## TEX – Digital Typesetting

[Original Post in German]

 Facsimile of the 42-line Gutenberg bible from the copy at Berliner Staatsbibilothek Preuss. Kulturbesitz. Peagant, NY 1964

“Gutenberg has in fact invented nothing: Already in the middle of the second millennium BC it would have been possible to print books in that sense. All technical requirements (presses, ink, page-like pads, also the art of casting negatives into metal) had been in place then. Nobody printed yet because they were not conscious that they would handle type when drawing letters.”Vilém Flusser, “Schrift”

The 42-line bible from Gutenberg’s printing shop is regarded as the first book to be printed with the newly invented book printing with movable type. Until today at least 48 copies have survived. The typography of this world-changing book is still viewed as one of the most beautiful to be typeset – if not the most beautiful.

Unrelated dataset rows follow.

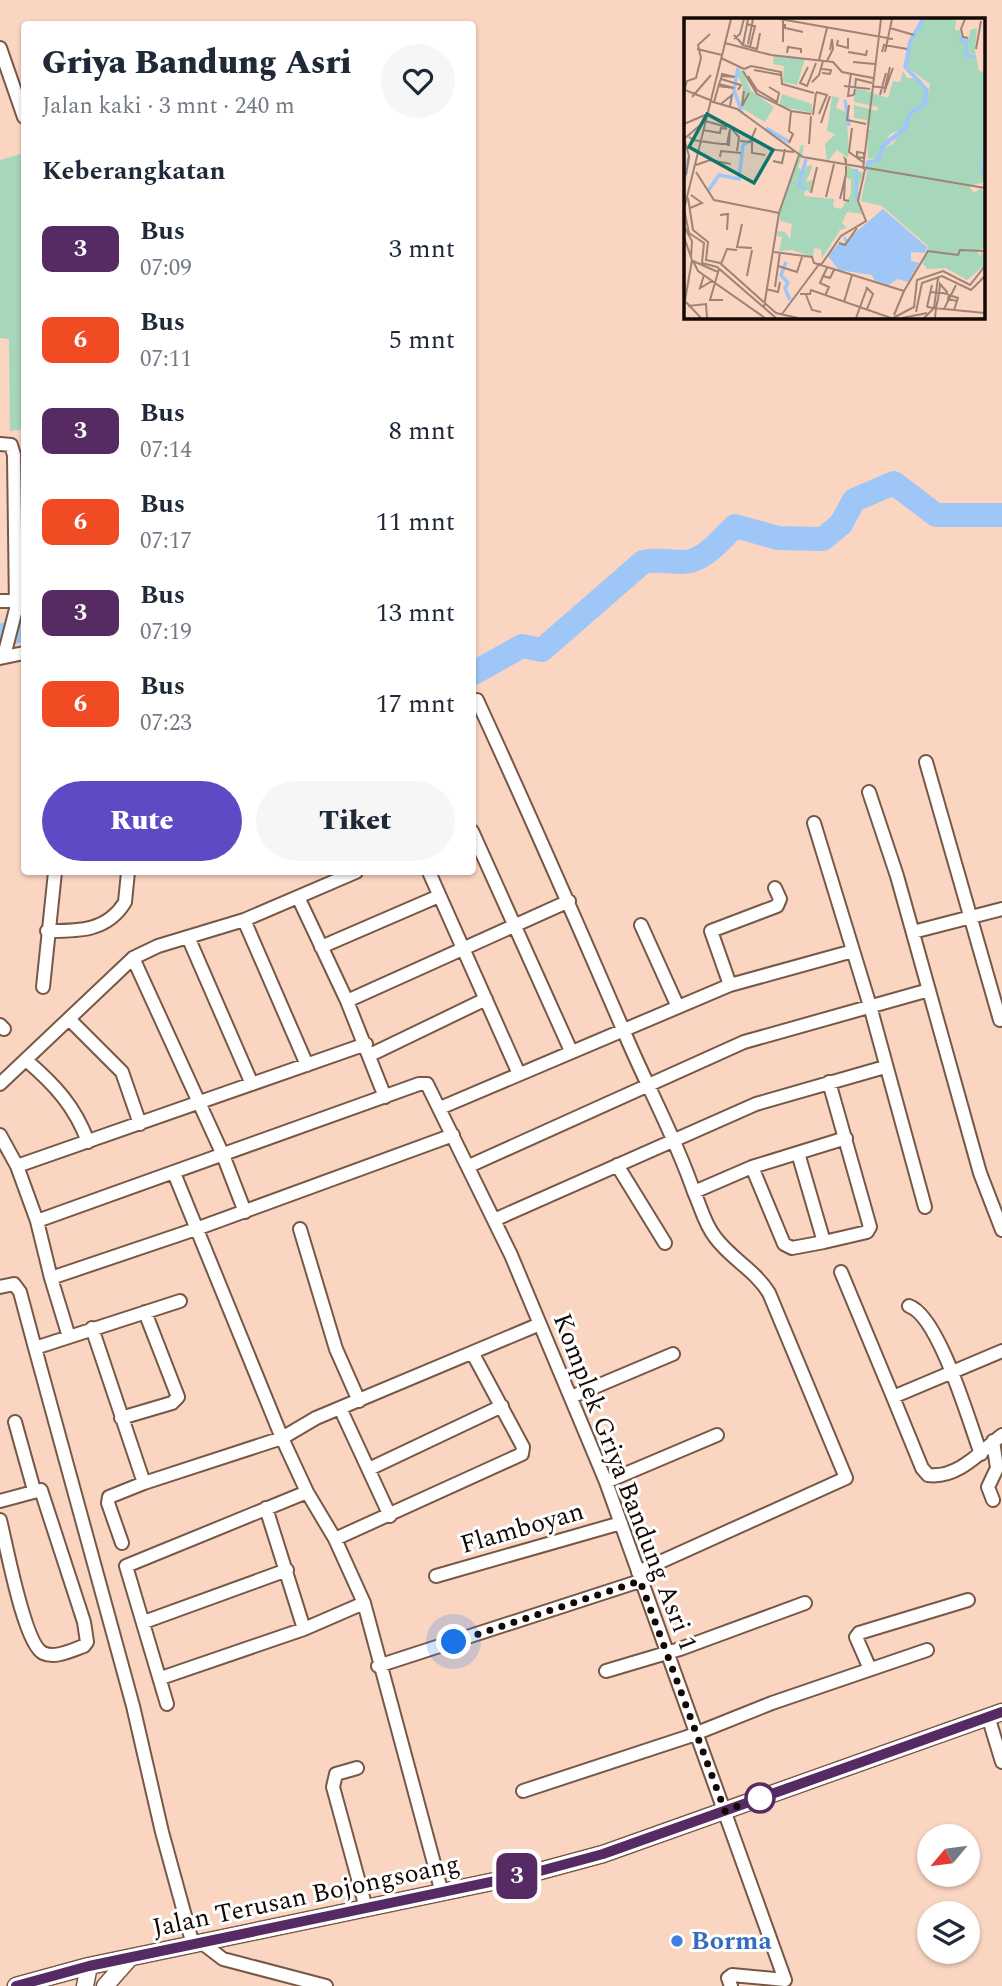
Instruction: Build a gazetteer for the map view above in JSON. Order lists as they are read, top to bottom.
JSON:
{
  "streets": {
    "main road": ["Jalan Terusan Bojongsoang"],
    "street": ["Komplek Griya Bandung Asri 1", "Flamboyan"]
  },
  "crossings": [
    ["Komplek Griya Bandung Asri 1", "Flamboyan"],
    ["Komplek Griya Bandung Asri 1", "Jalan Terusan Bojongsoang"]
  ],
  "places": ["Borma"],
  "lines": ["bus line 3"],
  "north": "bottom left",
  "page": {
    "on_map": "3",
    "heading": [
      ["Griya Bandung Asri", "Jalan kaki · 3 mnt · 240 m"],
      "Keberangkatan"
    ],
    "list": [
      {
        "mark": "3",
        "name": "Bus",
        "note": "07:09",
        "value": "3 mnt"
      },
      {
        "mark": "6",
        "name": "Bus",
        "note": "07:11",
        "value": "5 mnt"
      },
      {
        "mark": "3",
        "name": "Bus",
        "note": "07:14",
        "value": "8 mnt"
      },
      {
        "mark": "6",
        "name": "Bus",
        "note": "07:17",
        "value": "11 mnt"
      },
      {
        "mark": "3",
        "name": "Bus",
        "note": "07:19",
        "value": "13 mnt"
      },
      {
        "mark": "6",
        "name": "Bus",
        "note": "07:23",
        "value": "17 mnt"
      }
    ],
    "buttons": ["Rute", "Tiket"]
  }
}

Gutenberg’s typography shows indeed a significant difference to later typesetting: while later typesetters would use leading – small wedges of lead or brass – to adjust word-spacing to the length of the line, Gutenberg used in total 290 different types, several for each letter, differing slightly in width. In respect to the page layout, Gutenberg kept thus much closer to the manuscript than later typesetters; aesthetically superior but far less efficient.

 Above and below: Typography of the famous font-designer Hermann Zapf – set with TEX (Images from http://www-cs-faculty.stanford.edu/~uno/).

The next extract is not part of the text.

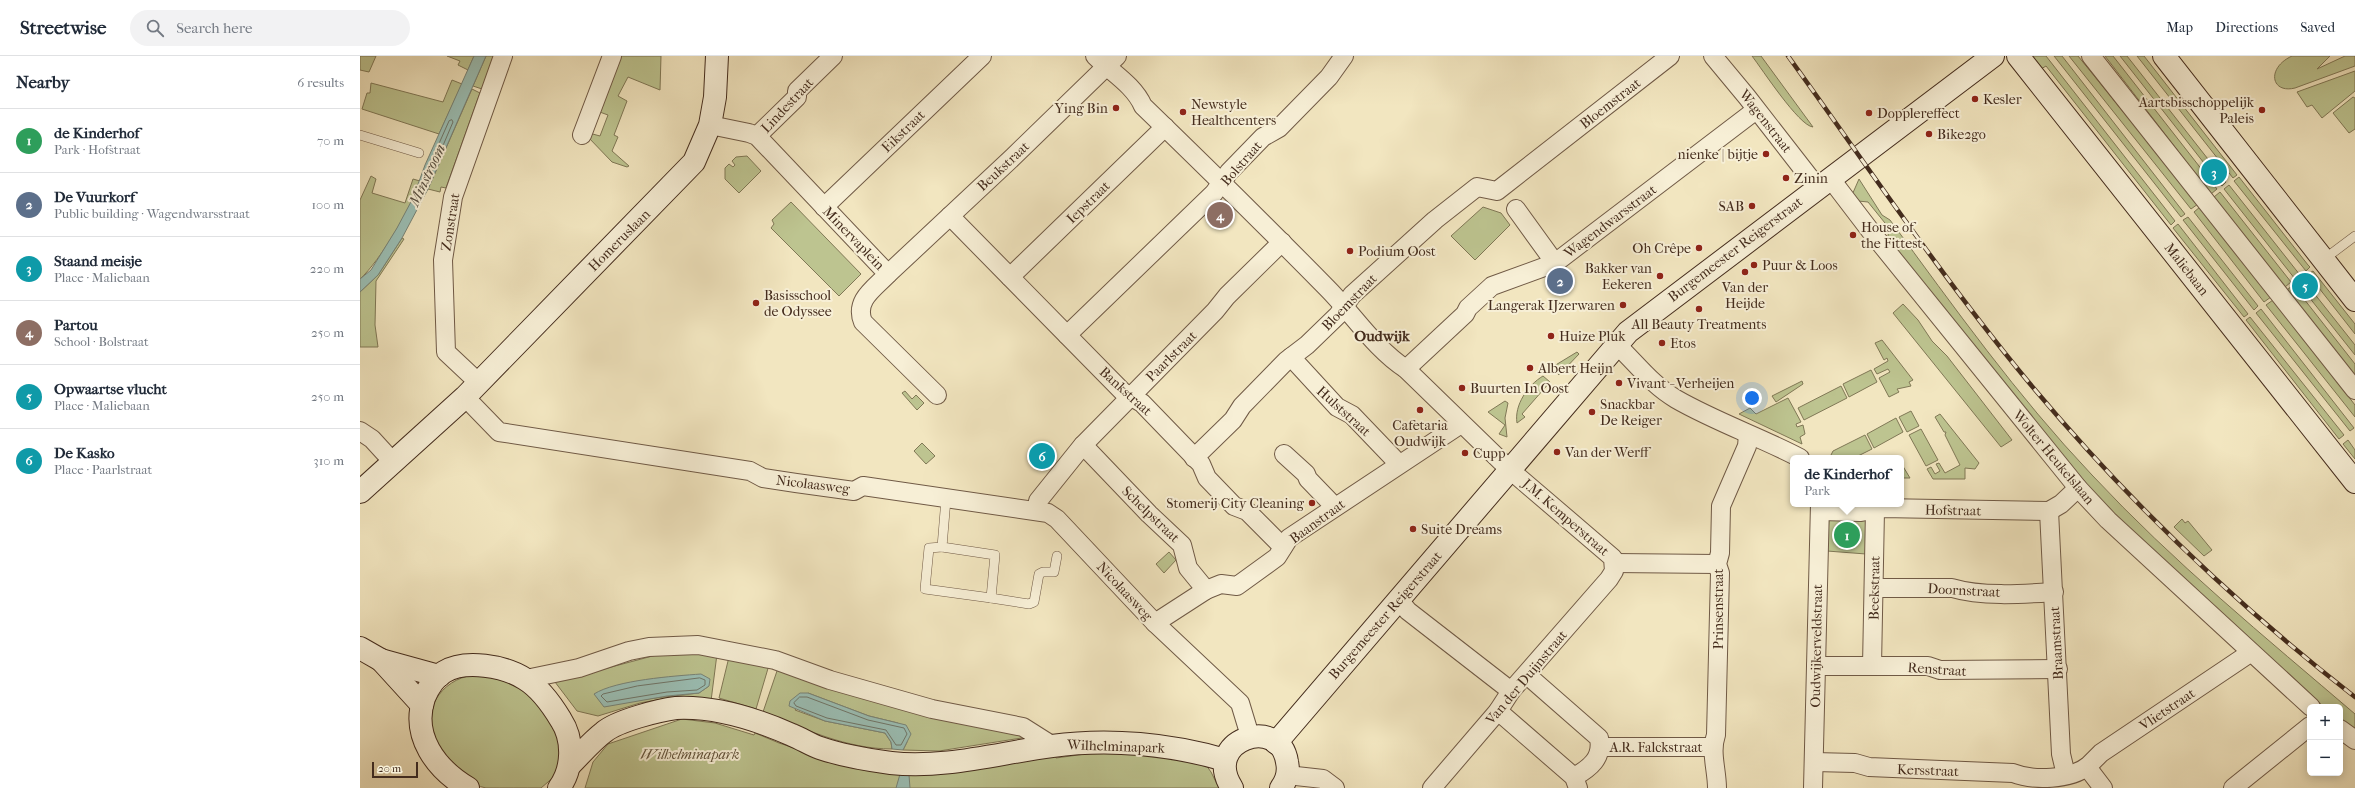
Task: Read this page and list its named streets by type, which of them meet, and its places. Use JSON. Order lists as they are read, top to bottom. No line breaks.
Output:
{"streets":{"street":["Bloemstraat","Lindestraat","Wagenstraat","Eikstraat","Bolstraat","Beukstraat","Iepstraat","Wagendwarsstraat","Zonstraat","Minervaplein","Homeruslaan","Burgemeester Reigerstraat","Maliebaan","Paarlstraat","Bankstraat","Hulststraat","Wolter Heukelslaan","Nicolaasweg","Hofstraat","Schelpstraat","J.M. Kemperstraat","Baanstraat","Beekstraat","Doornstraat","Prinsenstraat","Braamstraat","Oudwijkerveldstraat","Renstraat","Van der Duijnstraat","Vlietstraat","Wilhelminapark","A.R. Falckstraat","Kersstraat"]},"crossings":[["Bloemstraat","Bankstraat"],["Bloemstraat","Hulststraat"],["Lindestraat","Minervaplein"],["Wagenstraat","Wagendwarsstraat"],["Wagenstraat","Burgemeester Reigerstraat"],["Wagenstraat","Wolter Heukelslaan"],["Eikstraat","Minervaplein"],["Bolstraat","Bankstraat"],["Beukstraat","Minervaplein"],["Beukstraat","Bankstraat"],["Iepstraat","Bankstraat"],["Zonstraat","Homeruslaan"],["Zonstraat","Nicolaasweg"],["Homeruslaan","Nicolaasweg"],["Burgemeester Reigerstraat","Wolter Heukelslaan"],["Burgemeester Reigerstraat","J.M. Kemperstraat"],["Paarlstraat","Bankstraat"],["Paarlstraat","Nicolaasweg"],["Paarlstraat","Schelpstraat"],["Bankstraat","Baanstraat"],["Hulststraat","Baanstraat"],["Wolter Heukelslaan","Vlietstraat"],["Nicolaasweg","Baanstraat"],["Hofstraat","Beekstraat"],["Hofstraat","Braamstraat"],["Hofstraat","Oudwijkerveldstraat"],["Schelpstraat","Baanstraat"],["J.M. Kemperstraat","Prinsenstraat"],["J.M. Kemperstraat","Van der Duijnstraat"],["Beekstraat","Doornstraat"],["Beekstraat","Renstraat"],["Doornstraat","Braamstraat"],["Prinsenstraat","A.R. Falckstraat"],["Braamstraat","Renstraat"],["Braamstraat","Kersstraat"],["Oudwijkerveldstraat","Renstraat"],["Oudwijkerveldstraat","Kersstraat"],["Vlietstraat","Kersstraat"]],"districts":["Oudwijk"],"water":["Minstroom"],"parks":["Wilhelminapark"],"places":["Kesler","Ying Bin","Aartsbisschoppelijk Paleis","Newstyle Healthcenters","Dopplereffect","Bike2go","nienke | bijtje","Zinin","SAB","House of the Fittest","Oh Crêpe","Podium Oost","Puur & Loos","Van der Heijde","Bakker van Eekeren","Basisschool de Odyssee","Langerak IJzerwaren","All Beauty Treatments","Huize Pluk","Etos","Albert Heijn","Vivant - Verheijen","Buurten In Oost","Cafetaria Oudwijk","Snackbar De Reiger","Van der Werff","Cupp","Stomerij City Cleaning","Suite Dreams"],"scale_bar":"20 m","page":{"header":"Streetwise","search":"Search here","nav":["Map","Directions","Saved"],"heading":["Nearby","6 results"],"list":[{"mark":"1","name":"de Kinderhof","note":"Park · Hofstraat","value":"70 m"},{"mark":"2","name":"De Vuurkorf","note":"Public building · Wagendwarsstraat","value":"100 m"},{"mark":"3","name":"Staand meisje","note":"Place · Maliebaan","value":"220 m"},{"mark":"4","name":"Partou","note":"School · Bolstraat","value":"250 m"},{"mark":"5","name":"Opwaartse vlucht","note":"Place · Maliebaan","value":"250 m"},{"mark":"6","name":"De Kasko","note":"Place · Paarlstraat","value":"310 m"}],"pins":["3","4","2","5","6","1"],"popup":["de Kinderhof","Park"],"map_buttons":["+","−"],"scale":"20 m"}}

When I studied mathematics in the early nineties, many of the newer lecture books were so ugly that I had difficulties to comprehend the content from these; the shabby quality of typography and reproduction in those times made the nerdy science maths even more unattractive. The reason for this decline in publication culture lies in the change from hot type to photo setting. In the modern setting machines – still partly mechanic or based on not-so-fast computers – it was not provided or just impossible to create such complicated formulae, multilined by indexes and superscripts, that characterise mathematics. So, usually it would be copying and binding simple computer prints or typewriter scripts with the formulae put in handwriting or drawn with a stencil. For the first time in 500 years the publishers departed from Gutenberg’s technology and some contemporary thinkers like Vilém Flusser even heralded the end of printing.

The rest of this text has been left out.